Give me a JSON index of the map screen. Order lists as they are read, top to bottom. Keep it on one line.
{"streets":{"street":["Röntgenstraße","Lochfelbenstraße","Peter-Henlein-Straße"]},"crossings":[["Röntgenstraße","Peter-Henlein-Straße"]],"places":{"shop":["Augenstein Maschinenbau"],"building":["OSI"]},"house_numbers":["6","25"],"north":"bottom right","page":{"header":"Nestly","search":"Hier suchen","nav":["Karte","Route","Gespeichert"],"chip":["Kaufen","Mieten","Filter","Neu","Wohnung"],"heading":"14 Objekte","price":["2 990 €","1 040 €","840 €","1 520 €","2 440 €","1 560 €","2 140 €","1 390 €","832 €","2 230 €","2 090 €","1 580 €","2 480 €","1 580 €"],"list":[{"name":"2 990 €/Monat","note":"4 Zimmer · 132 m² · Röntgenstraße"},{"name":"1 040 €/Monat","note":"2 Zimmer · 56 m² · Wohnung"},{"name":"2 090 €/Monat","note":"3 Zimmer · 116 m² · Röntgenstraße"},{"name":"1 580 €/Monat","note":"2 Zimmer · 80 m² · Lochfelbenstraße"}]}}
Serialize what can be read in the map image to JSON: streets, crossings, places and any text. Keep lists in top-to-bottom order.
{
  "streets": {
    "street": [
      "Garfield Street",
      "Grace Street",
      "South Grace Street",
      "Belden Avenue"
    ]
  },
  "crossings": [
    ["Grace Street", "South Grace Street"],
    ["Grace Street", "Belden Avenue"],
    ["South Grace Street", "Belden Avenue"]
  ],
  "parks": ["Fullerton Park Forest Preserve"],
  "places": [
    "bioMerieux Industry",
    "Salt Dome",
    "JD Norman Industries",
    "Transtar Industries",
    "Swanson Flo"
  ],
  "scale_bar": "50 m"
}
....
Exercise aim | Line by line, retype all the entries exactly as they are shown.

Exercise response |
Give me a JSON index of the map screen. Order lists as they are read, top to bottom. Keep it on one line.
{"streets":{"street":["Röntgenstraße","Lochfelbenstraße","Peter-Henlein-Straße"]},"crossings":[["Röntgenstraße","Peter-Henlein-Straße"]],"places":{"shop":["Augenstein Maschinenbau"],"building":["OSI"]},"house_numbers":["6","25"],"north":"bottom right","page":{"header":"Nestly","search":"Hier suchen","nav":["Karte","Route","Gespeichert"],"chip":["Kaufen","Mieten","Filter","Neu","Wohnung"],"heading":"14 Objekte","price":["2 990 €","1 040 €","840 €","1 520 €","2 440 €","1 560 €","2 140 €","1 390 €","832 €","2 230 €","2 090 €","1 580 €","2 480 €","1 580 €"],"list":[{"name":"2 990 €/Monat","note":"4 Zimmer · 132 m² · Röntgenstraße"},{"name":"1 040 €/Monat","note":"2 Zimmer · 56 m² · Wohnung"},{"name":"2 090 €/Monat","note":"3 Zimmer · 116 m² · Röntgenstraße"},{"name":"1 580 €/Monat","note":"2 Zimmer · 80 m² · Lochfelbenstraße"}]}}
Serialize what can be read in the map image to JSON: streets, crossings, places and any text. Keep lists in top-to-bottom order.
{
  "streets": {
    "street": [
      "Garfield Street",
      "Grace Street",
      "South Grace Street",
      "Belden Avenue"
    ]
  },
  "crossings": [
    ["Grace Street", "South Grace Street"],
    ["Grace Street", "Belden Avenue"],
    ["South Grace Street", "Belden Avenue"]
  ],
  "parks": ["Fullerton Park Forest Preserve"],
  "places": [
    "bioMerieux Industry",
    "Salt Dome",
    "JD Norman Industries",
    "Transtar Industries",
    "Swanson Flo"
  ],
  "scale_bar": "50 m"
}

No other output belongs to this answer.